The most shocking thing about "Sausage Party" (2016)...

...is that it is as acclaimed as it is.  Not "top ten of the year" acclaimed, but comfortably in the 60% range on both Metacritic and IMDb.  Meanwhile, Ghostbusters got shit?

What.

Listen, I don't want to be that fat asshole with a blog who finds fault with everything, and I don't mean anything I'm about to say as a personal attack on the creative staff, who are otherwise very funny, very talented people whose work has been consistently great.  But Sausage Party is easily the worst comedy I've seen since Hell and Back.

It has a garbage script, lazy characters, and dreadful animation.  It looks and sounds awful through and through.  It doesn't even have jokes in it - just seventh-grade shock humor that isn't even all that shocking considering we live in a world where "2 Girls 1 Cup" is now an outdated meme.  And it tries to dress up its laziness and lack of jokes with sixth-grade level philosophical discussion, which has tricked at least some high profile critics into thinking it's "subversive."

I hated this movie.  I would go so far as to say I Ebert-hated it.

If it was merely an exercise in shock humor, I could ignore it.  When the racial caricatures show up and jerk each other off, I'd shrug and say, "Well, I guess there's probably some fifteen year old bros out there who find this very entertaining.  They'll probably grow up some day and totally forget about this, and then they'll be embarrassed when their kids and grandkids find out they enjoyed it.  They'll try to hide it in the same corner of their memory where my generation keeps Newgrounds flash, Limp Bizkit, and Pogs."


But it's so much worse than that.  It's also an incredibly condescending meditation on belief, mortality, and identity.  Because it says anything at all about these things in the context of anthropomorphic douche jokes, it hopes it'll be one of those movies that "makes you think," as if you never have before.  The central conceit on the various food items' blind devotion to "the gods" and ensuing arguments over faith is the most superficial possible attack on religious devotion, followed-up by the most superficial possible South Park styled "I guess we have to work together" moralizing.  It's just one big, over-long straw man argument that can only be bought into by folks who very explicitly can't be "made to think."

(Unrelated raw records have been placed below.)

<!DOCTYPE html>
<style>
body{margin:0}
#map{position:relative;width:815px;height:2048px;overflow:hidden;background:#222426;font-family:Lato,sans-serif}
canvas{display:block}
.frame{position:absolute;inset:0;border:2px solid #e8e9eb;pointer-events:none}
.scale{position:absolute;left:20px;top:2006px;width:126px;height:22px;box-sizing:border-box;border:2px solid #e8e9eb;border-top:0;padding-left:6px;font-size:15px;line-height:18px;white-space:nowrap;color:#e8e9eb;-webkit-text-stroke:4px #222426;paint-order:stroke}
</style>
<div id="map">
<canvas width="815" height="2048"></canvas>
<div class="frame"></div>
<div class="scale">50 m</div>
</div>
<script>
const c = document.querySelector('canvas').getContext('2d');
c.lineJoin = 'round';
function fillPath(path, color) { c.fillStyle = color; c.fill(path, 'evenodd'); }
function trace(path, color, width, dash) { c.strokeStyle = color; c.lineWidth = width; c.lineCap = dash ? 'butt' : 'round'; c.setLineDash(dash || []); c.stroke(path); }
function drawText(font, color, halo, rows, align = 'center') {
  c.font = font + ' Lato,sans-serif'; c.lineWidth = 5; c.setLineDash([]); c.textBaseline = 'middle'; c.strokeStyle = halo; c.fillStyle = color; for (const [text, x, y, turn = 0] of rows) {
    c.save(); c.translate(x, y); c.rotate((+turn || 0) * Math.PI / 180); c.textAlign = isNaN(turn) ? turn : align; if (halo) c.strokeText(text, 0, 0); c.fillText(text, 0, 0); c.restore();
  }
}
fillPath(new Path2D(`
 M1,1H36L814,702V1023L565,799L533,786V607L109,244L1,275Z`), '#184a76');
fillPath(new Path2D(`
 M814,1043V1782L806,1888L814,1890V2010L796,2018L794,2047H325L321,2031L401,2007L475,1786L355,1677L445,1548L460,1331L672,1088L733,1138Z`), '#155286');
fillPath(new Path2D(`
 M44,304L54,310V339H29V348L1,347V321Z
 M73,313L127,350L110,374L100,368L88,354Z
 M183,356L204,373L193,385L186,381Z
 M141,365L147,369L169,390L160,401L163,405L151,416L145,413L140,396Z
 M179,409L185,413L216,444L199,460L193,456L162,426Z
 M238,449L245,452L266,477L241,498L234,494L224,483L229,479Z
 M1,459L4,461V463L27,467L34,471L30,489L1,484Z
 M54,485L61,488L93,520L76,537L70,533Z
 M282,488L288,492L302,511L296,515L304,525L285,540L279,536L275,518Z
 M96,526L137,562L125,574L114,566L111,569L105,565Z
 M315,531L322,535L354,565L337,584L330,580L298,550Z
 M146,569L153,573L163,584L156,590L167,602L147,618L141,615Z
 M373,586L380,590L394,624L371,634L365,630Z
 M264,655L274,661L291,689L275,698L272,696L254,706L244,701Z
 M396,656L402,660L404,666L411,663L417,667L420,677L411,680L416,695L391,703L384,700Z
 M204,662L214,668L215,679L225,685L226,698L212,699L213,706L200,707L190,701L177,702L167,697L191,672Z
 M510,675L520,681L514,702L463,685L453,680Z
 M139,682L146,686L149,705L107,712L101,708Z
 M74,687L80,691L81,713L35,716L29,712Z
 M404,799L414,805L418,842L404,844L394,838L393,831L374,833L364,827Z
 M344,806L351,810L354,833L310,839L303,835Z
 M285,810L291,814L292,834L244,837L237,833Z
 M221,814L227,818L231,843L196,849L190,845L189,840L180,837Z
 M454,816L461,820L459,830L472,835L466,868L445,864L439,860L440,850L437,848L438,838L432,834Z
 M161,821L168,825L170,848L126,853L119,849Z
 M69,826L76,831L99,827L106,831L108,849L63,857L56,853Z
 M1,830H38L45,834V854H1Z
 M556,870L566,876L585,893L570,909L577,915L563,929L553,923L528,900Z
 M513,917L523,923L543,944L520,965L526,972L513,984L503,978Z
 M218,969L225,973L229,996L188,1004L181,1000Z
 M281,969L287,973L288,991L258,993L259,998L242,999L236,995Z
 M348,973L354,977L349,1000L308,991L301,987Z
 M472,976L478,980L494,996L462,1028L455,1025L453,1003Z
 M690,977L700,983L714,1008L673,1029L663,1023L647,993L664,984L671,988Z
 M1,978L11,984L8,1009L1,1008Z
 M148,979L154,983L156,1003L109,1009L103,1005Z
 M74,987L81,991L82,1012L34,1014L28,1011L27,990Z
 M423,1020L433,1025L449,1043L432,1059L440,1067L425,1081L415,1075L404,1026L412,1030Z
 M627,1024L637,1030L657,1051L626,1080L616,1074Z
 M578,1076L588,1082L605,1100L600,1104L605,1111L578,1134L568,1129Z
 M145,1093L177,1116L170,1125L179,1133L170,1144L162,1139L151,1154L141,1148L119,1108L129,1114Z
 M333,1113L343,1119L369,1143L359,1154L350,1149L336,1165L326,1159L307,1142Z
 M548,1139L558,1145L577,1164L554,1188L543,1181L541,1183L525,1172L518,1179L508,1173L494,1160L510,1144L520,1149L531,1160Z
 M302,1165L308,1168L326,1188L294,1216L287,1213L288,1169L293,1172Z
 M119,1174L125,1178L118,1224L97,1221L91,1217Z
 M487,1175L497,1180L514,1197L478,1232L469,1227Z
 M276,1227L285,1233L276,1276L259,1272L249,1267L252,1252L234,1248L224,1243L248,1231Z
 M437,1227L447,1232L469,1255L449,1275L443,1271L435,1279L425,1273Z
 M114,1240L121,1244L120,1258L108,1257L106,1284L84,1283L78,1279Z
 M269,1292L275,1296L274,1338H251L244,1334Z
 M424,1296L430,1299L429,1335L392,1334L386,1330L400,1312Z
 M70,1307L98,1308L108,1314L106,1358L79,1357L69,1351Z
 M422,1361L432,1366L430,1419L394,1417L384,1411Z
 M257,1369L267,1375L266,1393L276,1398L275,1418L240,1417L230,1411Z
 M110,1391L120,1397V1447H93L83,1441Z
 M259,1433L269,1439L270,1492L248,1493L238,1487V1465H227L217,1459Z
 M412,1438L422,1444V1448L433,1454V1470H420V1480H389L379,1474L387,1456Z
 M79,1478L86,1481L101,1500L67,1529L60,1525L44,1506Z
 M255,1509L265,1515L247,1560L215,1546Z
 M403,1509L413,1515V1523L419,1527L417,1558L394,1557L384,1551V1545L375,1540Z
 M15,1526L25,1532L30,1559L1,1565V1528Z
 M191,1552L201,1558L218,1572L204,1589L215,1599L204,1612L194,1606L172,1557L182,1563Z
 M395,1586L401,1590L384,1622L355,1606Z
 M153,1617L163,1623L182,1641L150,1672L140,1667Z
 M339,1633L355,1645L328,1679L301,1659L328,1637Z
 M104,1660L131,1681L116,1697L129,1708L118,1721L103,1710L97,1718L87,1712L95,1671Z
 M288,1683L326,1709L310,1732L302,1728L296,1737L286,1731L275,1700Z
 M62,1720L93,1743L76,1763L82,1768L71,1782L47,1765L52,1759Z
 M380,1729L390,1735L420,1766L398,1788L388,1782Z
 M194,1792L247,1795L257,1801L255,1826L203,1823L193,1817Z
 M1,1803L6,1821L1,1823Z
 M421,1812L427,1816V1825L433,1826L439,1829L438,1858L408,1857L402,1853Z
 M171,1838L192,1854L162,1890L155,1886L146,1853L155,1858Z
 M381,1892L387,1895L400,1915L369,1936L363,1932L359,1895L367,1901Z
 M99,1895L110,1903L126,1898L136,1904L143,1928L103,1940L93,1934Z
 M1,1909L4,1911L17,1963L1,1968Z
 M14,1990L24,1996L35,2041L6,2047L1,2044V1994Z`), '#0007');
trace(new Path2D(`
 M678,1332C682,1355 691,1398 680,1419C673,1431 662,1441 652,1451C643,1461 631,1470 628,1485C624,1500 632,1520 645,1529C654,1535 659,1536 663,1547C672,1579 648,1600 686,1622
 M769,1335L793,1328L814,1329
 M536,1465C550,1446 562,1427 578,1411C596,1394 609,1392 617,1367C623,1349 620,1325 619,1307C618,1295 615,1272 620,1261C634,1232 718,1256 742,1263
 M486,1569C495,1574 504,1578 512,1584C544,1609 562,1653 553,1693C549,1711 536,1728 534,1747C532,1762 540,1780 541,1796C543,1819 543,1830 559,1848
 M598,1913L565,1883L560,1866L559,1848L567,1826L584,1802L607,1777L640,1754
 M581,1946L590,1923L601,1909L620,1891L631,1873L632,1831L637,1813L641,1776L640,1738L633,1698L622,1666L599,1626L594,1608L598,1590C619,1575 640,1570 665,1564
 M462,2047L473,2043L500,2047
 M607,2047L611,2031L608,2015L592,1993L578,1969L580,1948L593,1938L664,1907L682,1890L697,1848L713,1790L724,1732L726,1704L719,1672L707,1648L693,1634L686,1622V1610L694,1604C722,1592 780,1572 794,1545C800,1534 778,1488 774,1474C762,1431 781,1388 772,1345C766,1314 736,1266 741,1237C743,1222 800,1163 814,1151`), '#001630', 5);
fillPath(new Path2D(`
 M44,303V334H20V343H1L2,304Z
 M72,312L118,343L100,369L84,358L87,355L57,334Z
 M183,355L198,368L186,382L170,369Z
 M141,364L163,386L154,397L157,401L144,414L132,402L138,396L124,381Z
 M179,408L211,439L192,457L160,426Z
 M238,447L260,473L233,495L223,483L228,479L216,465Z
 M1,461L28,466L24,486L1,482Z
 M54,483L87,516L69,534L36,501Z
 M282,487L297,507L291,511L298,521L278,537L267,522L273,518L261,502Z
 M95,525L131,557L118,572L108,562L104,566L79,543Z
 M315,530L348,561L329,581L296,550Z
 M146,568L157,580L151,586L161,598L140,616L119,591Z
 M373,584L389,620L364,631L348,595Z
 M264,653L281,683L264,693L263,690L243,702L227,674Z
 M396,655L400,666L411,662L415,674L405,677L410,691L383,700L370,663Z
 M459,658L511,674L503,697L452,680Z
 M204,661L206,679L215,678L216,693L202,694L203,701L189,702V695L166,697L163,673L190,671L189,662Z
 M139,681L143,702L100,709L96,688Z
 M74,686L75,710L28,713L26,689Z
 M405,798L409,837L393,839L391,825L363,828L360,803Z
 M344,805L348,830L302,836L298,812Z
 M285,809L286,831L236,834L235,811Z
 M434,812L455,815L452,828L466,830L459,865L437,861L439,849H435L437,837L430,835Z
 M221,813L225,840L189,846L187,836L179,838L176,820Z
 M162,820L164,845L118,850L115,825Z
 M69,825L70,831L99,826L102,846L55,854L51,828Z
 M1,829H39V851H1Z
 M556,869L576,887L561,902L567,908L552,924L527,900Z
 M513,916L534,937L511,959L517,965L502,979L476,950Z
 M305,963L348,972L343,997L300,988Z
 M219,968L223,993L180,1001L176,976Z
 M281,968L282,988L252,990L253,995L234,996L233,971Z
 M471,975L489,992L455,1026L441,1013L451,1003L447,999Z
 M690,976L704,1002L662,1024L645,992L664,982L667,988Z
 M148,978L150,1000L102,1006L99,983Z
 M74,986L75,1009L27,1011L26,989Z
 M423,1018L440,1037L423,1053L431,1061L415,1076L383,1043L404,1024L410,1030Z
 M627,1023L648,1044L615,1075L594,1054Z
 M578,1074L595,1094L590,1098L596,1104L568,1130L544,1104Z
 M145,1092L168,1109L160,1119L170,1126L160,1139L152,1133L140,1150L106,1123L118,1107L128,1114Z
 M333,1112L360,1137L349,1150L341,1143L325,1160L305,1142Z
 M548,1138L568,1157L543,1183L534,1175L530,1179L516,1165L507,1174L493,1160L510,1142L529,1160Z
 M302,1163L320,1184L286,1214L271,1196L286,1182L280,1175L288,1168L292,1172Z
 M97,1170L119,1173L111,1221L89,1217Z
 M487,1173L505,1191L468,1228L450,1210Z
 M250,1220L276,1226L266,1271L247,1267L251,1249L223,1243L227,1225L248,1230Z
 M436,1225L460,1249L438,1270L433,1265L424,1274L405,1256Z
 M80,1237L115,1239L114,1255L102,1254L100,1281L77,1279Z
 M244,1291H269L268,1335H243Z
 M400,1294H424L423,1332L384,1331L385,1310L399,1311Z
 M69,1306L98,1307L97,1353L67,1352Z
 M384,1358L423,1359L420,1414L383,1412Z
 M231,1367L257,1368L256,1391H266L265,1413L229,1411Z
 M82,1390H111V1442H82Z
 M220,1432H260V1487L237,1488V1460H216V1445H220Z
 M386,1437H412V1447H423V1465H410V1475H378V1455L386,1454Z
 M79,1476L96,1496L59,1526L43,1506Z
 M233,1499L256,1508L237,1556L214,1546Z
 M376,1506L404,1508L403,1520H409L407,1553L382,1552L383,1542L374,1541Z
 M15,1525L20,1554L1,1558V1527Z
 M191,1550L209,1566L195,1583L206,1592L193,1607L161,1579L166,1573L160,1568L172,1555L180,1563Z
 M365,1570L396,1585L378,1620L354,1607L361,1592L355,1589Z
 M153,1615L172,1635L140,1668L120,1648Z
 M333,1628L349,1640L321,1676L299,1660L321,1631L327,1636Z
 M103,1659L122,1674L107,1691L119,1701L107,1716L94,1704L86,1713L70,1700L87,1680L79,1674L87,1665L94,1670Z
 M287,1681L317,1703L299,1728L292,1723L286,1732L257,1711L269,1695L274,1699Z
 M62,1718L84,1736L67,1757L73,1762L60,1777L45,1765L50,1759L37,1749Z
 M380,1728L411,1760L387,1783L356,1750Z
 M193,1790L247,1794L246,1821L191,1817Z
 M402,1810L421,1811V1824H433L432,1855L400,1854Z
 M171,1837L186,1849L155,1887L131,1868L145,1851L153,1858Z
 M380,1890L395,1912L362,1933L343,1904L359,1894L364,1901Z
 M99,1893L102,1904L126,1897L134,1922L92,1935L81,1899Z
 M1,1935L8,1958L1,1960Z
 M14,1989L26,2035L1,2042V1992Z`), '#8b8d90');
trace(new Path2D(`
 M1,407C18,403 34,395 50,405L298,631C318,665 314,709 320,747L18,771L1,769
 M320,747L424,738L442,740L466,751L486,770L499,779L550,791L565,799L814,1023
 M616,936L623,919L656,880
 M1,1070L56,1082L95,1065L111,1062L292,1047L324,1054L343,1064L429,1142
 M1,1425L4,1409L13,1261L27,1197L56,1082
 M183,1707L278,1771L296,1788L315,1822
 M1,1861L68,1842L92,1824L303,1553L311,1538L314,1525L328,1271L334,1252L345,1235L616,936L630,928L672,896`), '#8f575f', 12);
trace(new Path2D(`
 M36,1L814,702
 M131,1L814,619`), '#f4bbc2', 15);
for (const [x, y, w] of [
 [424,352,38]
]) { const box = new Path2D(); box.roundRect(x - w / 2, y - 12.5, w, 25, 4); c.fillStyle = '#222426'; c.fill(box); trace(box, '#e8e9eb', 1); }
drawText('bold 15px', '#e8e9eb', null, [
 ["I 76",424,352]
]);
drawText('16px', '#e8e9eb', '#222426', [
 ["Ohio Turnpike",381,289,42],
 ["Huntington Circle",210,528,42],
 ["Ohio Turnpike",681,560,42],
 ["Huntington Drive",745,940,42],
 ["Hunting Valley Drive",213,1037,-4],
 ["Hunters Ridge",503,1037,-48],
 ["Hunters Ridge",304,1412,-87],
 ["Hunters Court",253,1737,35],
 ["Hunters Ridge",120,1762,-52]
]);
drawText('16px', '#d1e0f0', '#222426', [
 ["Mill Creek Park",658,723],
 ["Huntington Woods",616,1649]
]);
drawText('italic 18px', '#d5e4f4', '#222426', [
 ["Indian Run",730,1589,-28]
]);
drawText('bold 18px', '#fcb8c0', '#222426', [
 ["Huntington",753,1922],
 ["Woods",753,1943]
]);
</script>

Listen, if you really have this attitude toward religion and belief, then it's no wonder people in the Midwest hate "Hollyweird."  Nobody needs a bunch of rich assholes talking trash about manipulated masses of people who believe unquestioningly.  Faith is a personal choice that people make because they are aware of our world's unspeakable horrors, not willingly blind to them.  If you can't understand that, then you're a fucking asshole who shouldn't be making movies about religion.  And I say this as a hardline atheist.

Make a lazy, dumb shit movie about foods that finger each other's assholes if you want.  I don't care.  Just don't pretend that you've made art.  And if you're one of those folks who laughed at this lazy, dumb shit movie - that's totally fine.  You're allowed.  I laugh at dumb shit all the time and I won't begrudge anybody their right to find joy in abject nonsense.  Just don't pretend there's anything meaningful in the end product.

Sausage Party will not age well.  Not only does the animation already look fifteen years out of date, but it's filled to the brim with the same kind of doltish crudeness and "fuck you, I can say what I want without consequence" bullshit that got Trump elected.  Y'hear that Rogen?  You made the Donald Trump of comedies.  Thanks a pantload.

Ten years from now the Internet's going to be filled with think pieces on Sausage Party that hold it as a reflection on the downfall of Western civilization.  I won't say they're wrong, but that's only because I'll probably have forgotten all about it by then.  Good riddance.  I'd rather save that brain space for commercial jingles.